The Claudiness dimension is not very strong evidence for the contingent view. Stronger evidence might be how model developers are investing heavily in collecting specialized data, like reinforcement learning (RL) environments for industry verticals. Even so, it’s possible that they’re doing that and that RL shows excellent cross-task generalization.

One way to test this would be to find an uncontaminated benchmark that measures something unusual, and see if it correlates with the “General Capability” dimension. Unfortunately, we don’t know what counts as “unusual” for models because we don’t know what they saw in training. Also, I suspect there’s a selection effect where benchmarks that show top models scoring poorly tend to capture attention. Still, this seems worth pursuing.

Even if the explanation for what we see in benchmark data is that model developers are pursuing an “everything at once” strategy, they have the resources and the scalable architectures necessary to keep it going. In other words, they can keep making all the benchmarks go up so long as they can get the right training data plus enough compute to make use of it.

What does this mean for the future? I like how Steve Newman put it recently: “how far can you get by simply putting an insane number of things in distribution” is one of the trillion dollar questions.
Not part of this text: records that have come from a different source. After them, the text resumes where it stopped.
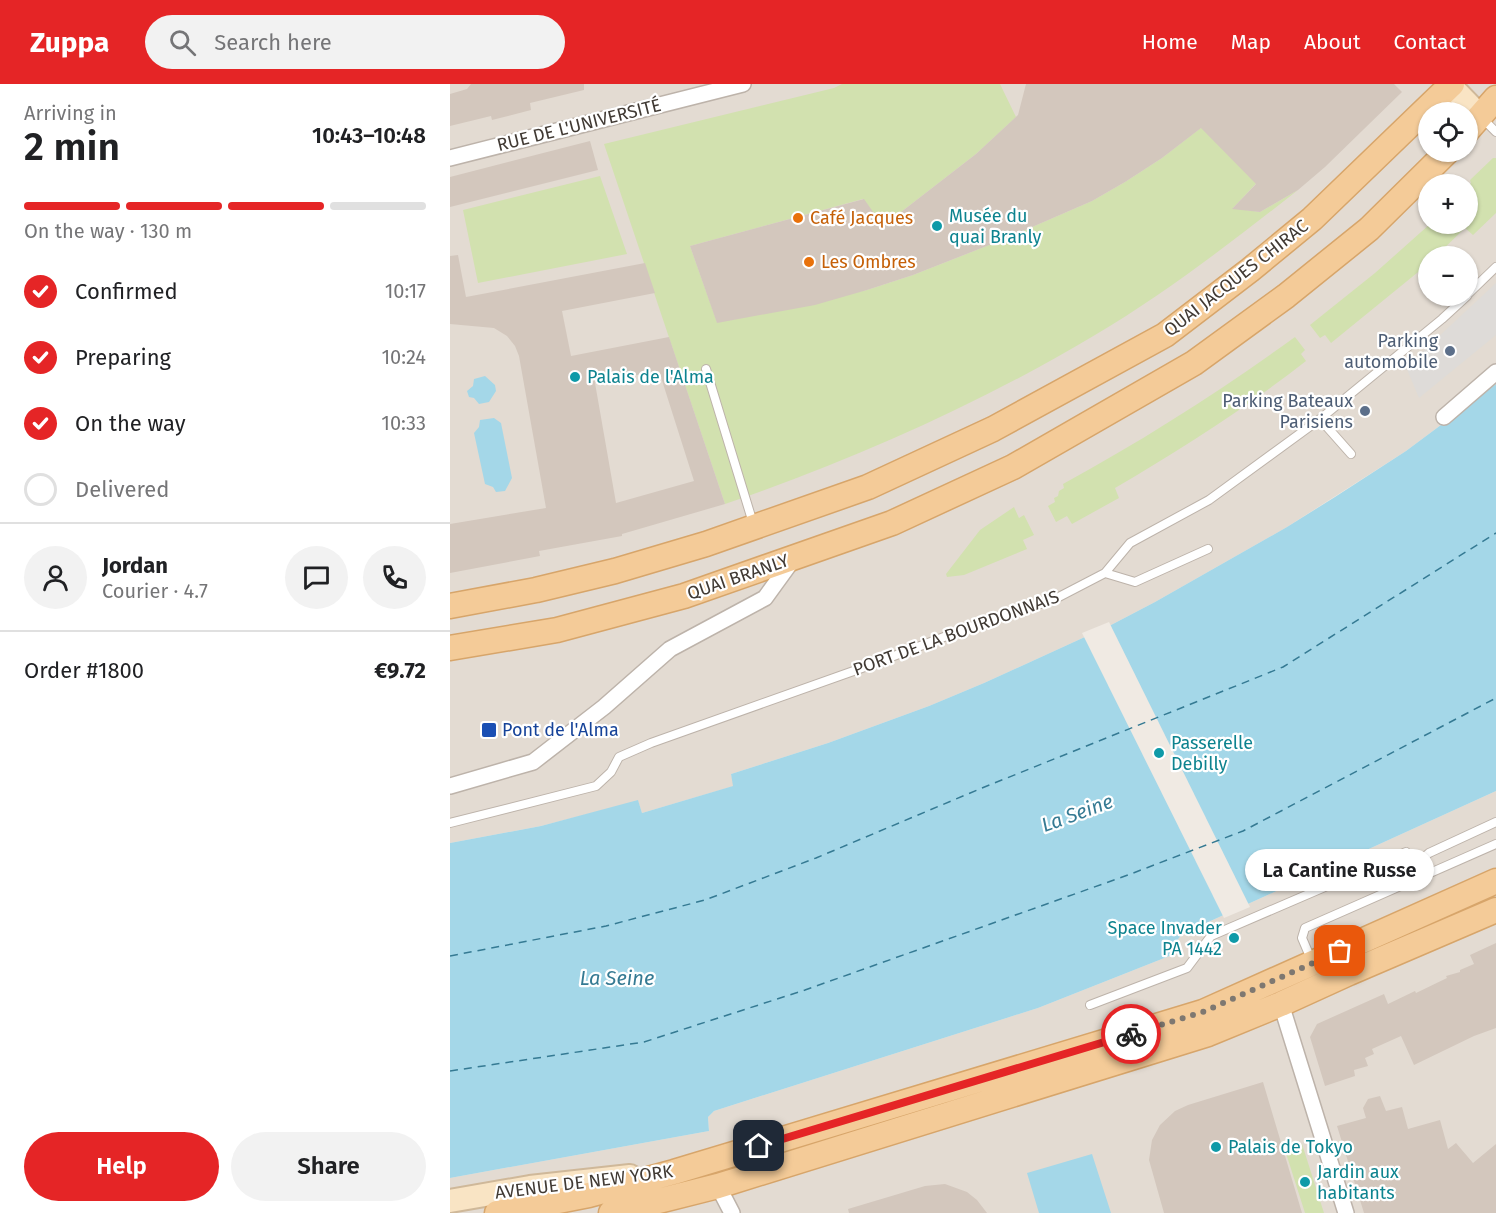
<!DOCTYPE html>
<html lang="en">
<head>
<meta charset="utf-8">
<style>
	:root { --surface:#fff; --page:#f2f2f2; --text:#202124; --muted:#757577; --line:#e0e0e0; --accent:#e52526 }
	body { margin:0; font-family:"Fira Sans",sans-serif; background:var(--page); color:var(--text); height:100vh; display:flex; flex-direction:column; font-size:22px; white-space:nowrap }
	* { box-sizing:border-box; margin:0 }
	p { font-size:20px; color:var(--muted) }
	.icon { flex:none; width:33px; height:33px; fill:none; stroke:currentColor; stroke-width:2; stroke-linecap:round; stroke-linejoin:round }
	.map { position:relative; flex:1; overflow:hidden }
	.details { display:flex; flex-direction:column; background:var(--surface); width:450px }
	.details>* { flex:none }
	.buttons { position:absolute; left:968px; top:18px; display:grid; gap:12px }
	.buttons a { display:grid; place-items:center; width:60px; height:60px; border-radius:50%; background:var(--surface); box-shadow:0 2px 4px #0004; font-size:30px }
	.pin { position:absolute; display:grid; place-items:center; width:51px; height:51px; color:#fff; margin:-26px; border-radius:12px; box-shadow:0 3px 9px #0006 }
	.courier { position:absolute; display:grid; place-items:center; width:60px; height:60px; margin:-30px; border:4px solid #e52526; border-radius:50%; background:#fff; color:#222; box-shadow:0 2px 8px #0007 }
	.bubble { position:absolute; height:42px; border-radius:21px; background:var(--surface); box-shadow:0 2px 4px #0004; font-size:20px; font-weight:600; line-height:42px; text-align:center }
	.head em { font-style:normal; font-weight:600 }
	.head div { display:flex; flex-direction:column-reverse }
	.head { display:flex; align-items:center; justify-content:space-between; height:102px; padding:0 24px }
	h1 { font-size:39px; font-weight:600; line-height:45px }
	.bar { display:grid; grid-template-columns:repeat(4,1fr); gap:9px 6px; align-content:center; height:72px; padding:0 24px }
	.bar i { height:8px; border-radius:4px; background:var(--line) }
	.bar .on { background:var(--accent) }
	.bar p { grid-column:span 4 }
	.line { display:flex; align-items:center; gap:15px; padding:0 24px; border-top:2px solid var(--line) }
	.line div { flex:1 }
	.round { display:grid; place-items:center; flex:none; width:63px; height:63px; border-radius:32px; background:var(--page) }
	ol { padding:0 24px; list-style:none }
	li { display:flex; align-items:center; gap:18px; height:66px }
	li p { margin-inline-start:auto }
	li .icon { padding:6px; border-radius:50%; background:var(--accent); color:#fff; stroke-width:4 }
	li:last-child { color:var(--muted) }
	li i { width:33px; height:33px; border:3px solid var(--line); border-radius:50% }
	.cta { display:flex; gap:12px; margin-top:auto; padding:12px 24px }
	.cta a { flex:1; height:69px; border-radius:36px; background:var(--accent); color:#fff; font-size:24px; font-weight:600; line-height:69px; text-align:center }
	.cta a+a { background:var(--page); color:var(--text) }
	header { display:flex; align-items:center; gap:36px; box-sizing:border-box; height:84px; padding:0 30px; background:var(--accent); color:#fff }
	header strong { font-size:28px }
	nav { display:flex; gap:33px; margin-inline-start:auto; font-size:21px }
	.search { width:420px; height:54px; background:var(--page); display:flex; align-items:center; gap:15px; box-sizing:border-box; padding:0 21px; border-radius:33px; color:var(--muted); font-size:22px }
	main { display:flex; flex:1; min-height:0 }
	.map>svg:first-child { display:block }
	.residential { fill:#e3dbd2; fill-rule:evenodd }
	.green { fill:#d2e1af }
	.parking { fill:#dedbd8 }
	.water { fill:#a4d7e8 }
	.pier { fill:#f0eae3 }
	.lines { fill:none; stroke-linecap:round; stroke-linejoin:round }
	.ferry { stroke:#357a93; stroke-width:1.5; stroke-dasharray:8 6; stroke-linecap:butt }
	.building { fill:#d3c7bd; fill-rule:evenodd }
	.lane-casing { stroke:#bdb3aa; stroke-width:10 }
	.street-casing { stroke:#bdb3aa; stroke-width:18 }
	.secondary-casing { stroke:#cfb899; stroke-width:26 }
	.primary-casing { stroke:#d7a56a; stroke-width:27 }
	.lane { stroke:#fff; stroke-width:8 }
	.street { stroke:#fff; stroke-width:15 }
	.secondary { stroke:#f9e4c4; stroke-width:22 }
	.primary { stroke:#f4cb98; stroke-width:24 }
	.done { stroke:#7e7871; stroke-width:6; stroke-dasharray:0 10.8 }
	.route { stroke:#e52526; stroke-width:8 }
	.food-dot { fill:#e8710a; stroke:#fff; stroke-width:2 }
	.culture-dot { fill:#0f9aa8; stroke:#fff; stroke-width:2 }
	.service-dot { fill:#5c6f8a; stroke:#fff; stroke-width:2 }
	.transit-dot { fill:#1a4fb4; stroke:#fff; stroke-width:2 }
	.labels { text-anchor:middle; stroke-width:4.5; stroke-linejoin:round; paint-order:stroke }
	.street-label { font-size:18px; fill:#413a34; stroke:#fff }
	.culture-label { font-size:18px; fill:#0d838f; stroke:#fff; text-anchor:start }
	.food-label { font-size:18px; fill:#c56008; stroke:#fff; text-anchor:start }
	.service-label { font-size:18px; fill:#4e5e75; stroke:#fff; text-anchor:end }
	.transit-label { font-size:18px; fill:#164399; stroke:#fff; text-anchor:start }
	.water-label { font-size:20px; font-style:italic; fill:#357a93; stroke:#fff }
</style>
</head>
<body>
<header>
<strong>Zuppa</strong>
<div class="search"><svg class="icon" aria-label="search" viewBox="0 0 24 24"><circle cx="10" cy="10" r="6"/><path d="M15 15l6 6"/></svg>Search here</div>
<nav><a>Home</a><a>Map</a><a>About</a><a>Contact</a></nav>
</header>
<main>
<section class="details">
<div class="head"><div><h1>2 min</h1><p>Arriving in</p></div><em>10:43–10:48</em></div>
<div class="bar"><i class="on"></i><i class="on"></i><i class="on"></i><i></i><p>On the way · 130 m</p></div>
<ol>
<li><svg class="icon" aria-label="check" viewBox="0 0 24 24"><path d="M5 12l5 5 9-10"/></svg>Confirmed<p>10:17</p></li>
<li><svg class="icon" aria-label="check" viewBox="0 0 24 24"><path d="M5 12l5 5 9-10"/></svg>Preparing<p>10:24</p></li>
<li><svg class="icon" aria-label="check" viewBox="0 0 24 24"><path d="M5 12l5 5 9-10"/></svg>On the way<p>10:33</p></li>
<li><i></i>Delivered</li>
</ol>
<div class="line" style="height:108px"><a class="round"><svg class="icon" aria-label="person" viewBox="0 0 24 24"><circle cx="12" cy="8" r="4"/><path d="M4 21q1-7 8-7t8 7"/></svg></a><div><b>Jordan</b><p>Courier · 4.7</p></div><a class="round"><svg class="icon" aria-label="chat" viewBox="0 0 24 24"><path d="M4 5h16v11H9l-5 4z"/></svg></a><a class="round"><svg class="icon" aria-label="phone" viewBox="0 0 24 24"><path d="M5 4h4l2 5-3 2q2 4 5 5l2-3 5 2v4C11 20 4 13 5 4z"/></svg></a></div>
<div class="line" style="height:78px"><div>Order #1800</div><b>€9.72</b></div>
<div class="cta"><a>Help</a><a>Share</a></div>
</section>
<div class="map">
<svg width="1046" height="1129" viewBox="0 0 1046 1129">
	<rect width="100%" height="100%" fill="#f0eae3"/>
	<path class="residential" d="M0,0H1046V300L956,367L837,443L705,518L661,541L534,599L479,622L378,659L281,690L284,702L192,729L188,717L91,742L0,759ZM978,28H1017V68H978ZM978,100H1017V140H978ZM978,172H1017V212H978Z
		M1046,707V1129H0V1094L259,1047L258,1033L264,1027L588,924L727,869L726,858L732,850Z"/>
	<path class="green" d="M392,0H550L566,33L526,70L433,142L413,115L240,162L267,238L417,206L463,191L552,156L642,117L675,98L712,74L752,43L871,31L783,124L810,128L848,106C783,157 716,209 645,251C528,321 403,376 275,420L154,60L384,4Z
		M1043,74H1046V129L1023,151L1015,144L986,172H978V180L881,259L875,251L870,254L860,241L925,189L980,140H1017V103L1021,99L1020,96Z
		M150,92L177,170L28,199L13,126Z
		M845,253L855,266L851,270L856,277C796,324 731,365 665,404L669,414L622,440L617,432L606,438L598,422L605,418L604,414L608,412L609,407L614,404L613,400C695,355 769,308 845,253Z
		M564,423L569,434L574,431L584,451L573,456L577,465L514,491L497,493L496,490L530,446Z
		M852,1060L874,1129H855L835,1066Z"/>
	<path class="parking" d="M1046,199V251L969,314L956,283Z"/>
	<path class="water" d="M35,292L45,301L46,307L39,318L29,320L24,314L19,313L17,307L23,302L24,295Z
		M1046,300V707L732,850L726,858L727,869L588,924L264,1027L258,1033L259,1047L0,1094V759L91,742L188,716L192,729L283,702L281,690L378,659L479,622L534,599L661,541L705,518L837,443L885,413L956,367Z
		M44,334L51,339L62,394L55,407L46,408L43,403L35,400L24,349L29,343L30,336Z
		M642,1070L661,1129H589L577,1089Z"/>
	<path class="pier" d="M659,538L800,823L774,834L632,549Z"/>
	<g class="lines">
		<path class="ferry" d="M0,872L156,842L255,816L366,774L532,704L833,583L1046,449
			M0,987L194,958L355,906L678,791L793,747L1046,614"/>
	</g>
	<path class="building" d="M21,0H134V6L80,19L81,26L42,36L41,32L0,42V10L17,5Z
		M576,0H944L952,8L875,83L848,106L810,128L782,125L806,100L751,44L712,74L675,98L642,117L552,156L463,191L417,206L365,221L267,239L240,162L414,115L433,142L526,70L568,31Z
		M140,57L148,86L0,123V93Z
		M8,171L16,213L195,179L205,209L112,227L121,272L219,253L275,420L172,450V452L89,467L90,472L0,489V440L96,424L69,272L65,262L57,252L44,244L0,240V172ZM209,287L244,397L166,419L145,299Z
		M1046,859V944L1024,952L964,981L951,952L922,965L924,970L915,974L918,982L904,986L905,992L875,1002L860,953L867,940L934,910L938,920L965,907L966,909L997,894L996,892L1010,888V886L1024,880L1020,871Z
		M813,998L852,1129H714L699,1076L702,1056L710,1041L725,1027L738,1021Z
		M930,1012L936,1027L952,1023L958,1045L990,1036L998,1065L1006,1059L1023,1079L1046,1060V1129H914L887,1042L916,1034L913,1024L918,1015Z
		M495,1100L517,1108L527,1116L537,1129H399L398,1125L475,1102Z"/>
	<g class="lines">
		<defs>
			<path id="lane" d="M1032,34L1046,48
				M1017,211L1046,183
				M256,285L303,439
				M870,335L901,370
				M655,489L685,498L758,465
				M0,739L146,702L161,688L169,673L201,659L412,584L531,539L603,516L655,489L680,459L759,416L870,335L992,235L1017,212
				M964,782L979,769L1046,738
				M861,875L852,854L855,844L1046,760
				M640,921L737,884L761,852L956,768L969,794"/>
			<path id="street" d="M0,74L293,0
				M994,333L1046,288
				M0,702L83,678L154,623L220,565L315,514L344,474
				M831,920L896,1129
				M268,1102L282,1129"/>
			<path id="secondary" d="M999,0L1030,32
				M0,1117L80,1103L180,1092"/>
			<path id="primary" d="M1017,47L1046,14
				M0,522L86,506L165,487L256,460L418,403L543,345L715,251L800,186L862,135L1002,0
				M0,564L107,546L234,512L442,439L563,383L744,279L836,212L919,145L997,68
				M47,1129L139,1111L224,1088L753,928L1046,797
				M161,1129L268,1102L758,950L831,920L899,889L1046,826"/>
		</defs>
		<use href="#lane" class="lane-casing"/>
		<use href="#street" class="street-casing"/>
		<use href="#secondary" class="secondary-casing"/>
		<use href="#primary" class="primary-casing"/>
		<use href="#lane" class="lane"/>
		<use href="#street" class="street"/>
		<use href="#secondary" class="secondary"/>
		<use href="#primary" class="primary"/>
	</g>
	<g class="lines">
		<path class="done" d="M681,950L753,928L890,867"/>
		<path class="route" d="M309,1062L681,950"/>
	</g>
	<g class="food-dot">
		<circle cx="348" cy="134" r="6"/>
		<circle cx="359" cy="178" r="6"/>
	</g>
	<g class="culture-dot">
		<circle cx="487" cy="142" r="6"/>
		<circle cx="125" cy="293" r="6"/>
		<circle cx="709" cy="669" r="6"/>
		<circle cx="784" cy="854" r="6"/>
		<circle cx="766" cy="1063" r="6"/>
		<circle cx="855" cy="1098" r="6"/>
	</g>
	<g class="service-dot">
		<circle cx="1000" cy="267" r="6"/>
		<circle cx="915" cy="327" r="6"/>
	</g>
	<rect class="transit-dot" x="31" y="638" width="16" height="16" rx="3"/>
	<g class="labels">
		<g class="street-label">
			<text transform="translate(129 41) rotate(-14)" y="6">RUE DE L'UNIVERSITÉ</text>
			<text transform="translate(786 194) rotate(-38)" y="6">QUAI JACQUES CHIRAC</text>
			<text transform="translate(288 493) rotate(-19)" y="6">QUAI BRANLY</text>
			<text transform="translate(506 549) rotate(-20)" y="6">PORT DE LA BOURDONNAIS</text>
			<text transform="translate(134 1098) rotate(-7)" y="6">AVENUE DE NEW YORK</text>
		</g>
		<g class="culture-label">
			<text x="499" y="138">Musée du<tspan x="499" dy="21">quai Branly</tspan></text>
			<text x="137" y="299">Palais de l'Alma</text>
			<text x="721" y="665">Passerelle<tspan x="721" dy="21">Debilly</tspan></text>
			<text x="772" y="850" text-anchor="end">Space Invader<tspan x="772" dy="21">PA 1442</tspan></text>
			<text x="778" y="1069">Palais de Tokyo</text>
			<text x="867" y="1094">Jardin aux<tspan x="867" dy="21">habitants</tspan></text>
		</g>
		<g class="food-label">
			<text x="360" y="140">Café Jacques</text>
			<text x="371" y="184">Les Ombres</text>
		</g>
		<g class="service-label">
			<text x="988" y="263">Parking<tspan x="988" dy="21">automobile</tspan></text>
			<text x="903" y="323">Parking Bateaux<tspan x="903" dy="21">Parisiens</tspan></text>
		</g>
		<g class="transit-label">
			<text x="52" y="652">Pont de l'Alma</text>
		</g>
		<g class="water-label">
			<text transform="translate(627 729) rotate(-20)" y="7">La Seine</text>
			<text x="167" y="901">La Seine</text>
		</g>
	</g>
</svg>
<div class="buttons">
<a><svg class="icon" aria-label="locate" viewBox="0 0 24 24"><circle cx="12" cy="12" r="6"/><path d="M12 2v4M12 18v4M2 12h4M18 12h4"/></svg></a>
<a>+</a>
<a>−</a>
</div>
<div class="pin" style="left:890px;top:867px;background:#ea580c"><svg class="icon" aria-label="bag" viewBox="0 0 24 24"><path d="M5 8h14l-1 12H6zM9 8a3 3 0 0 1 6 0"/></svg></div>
<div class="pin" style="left:309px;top:1062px;background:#1f2937"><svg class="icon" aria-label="home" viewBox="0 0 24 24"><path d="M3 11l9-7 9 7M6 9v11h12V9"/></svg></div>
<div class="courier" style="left:681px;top:950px"><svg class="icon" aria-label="bike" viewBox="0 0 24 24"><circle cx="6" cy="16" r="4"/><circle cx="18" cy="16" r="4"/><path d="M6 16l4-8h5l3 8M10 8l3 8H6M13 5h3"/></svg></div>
<div class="bubble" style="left:795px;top:765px;width:189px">La Cantine Russe</div>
</div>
</main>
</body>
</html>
I doubt that there are in-principle limits to putting everything in distribution, but if we’re more in the contingent world then we shouldn’t expect much of a tailwind from generalization either. Every percentage point of improvement on every benchmark must be paid for. Here I think we should expect to see capabilities continue to improve quite generally, but only so long as the flywheel of growth and investment continues to allow developers to devote resources to actively making this happen.

Stay one step ahead
Get the latest from Gradient Updates in your inbox
Subscribe

Notes

  1. Methodology: we filter our dataset to benchmarks created in 2023 and beyond, and models with at least 8 benchmark scores. We combine different reasoning settings for the same model, taking the max scores. We use k-nearest neighbors to impute missing data, transforming [0-1] scores by a logit first, weighting by distance, and using 5 neighbors. We then do PCA. Data and code can be found here

  2. This main finding accords with previous work, although we now have a much larger dataset of benchmarks. 

  3. Even now there are some prominent specialized models, like Cursor’s Tab or OpenAI’s Codex series. But it seems fair to characterize the current landscape as dominated by models that at least try to “do it all”.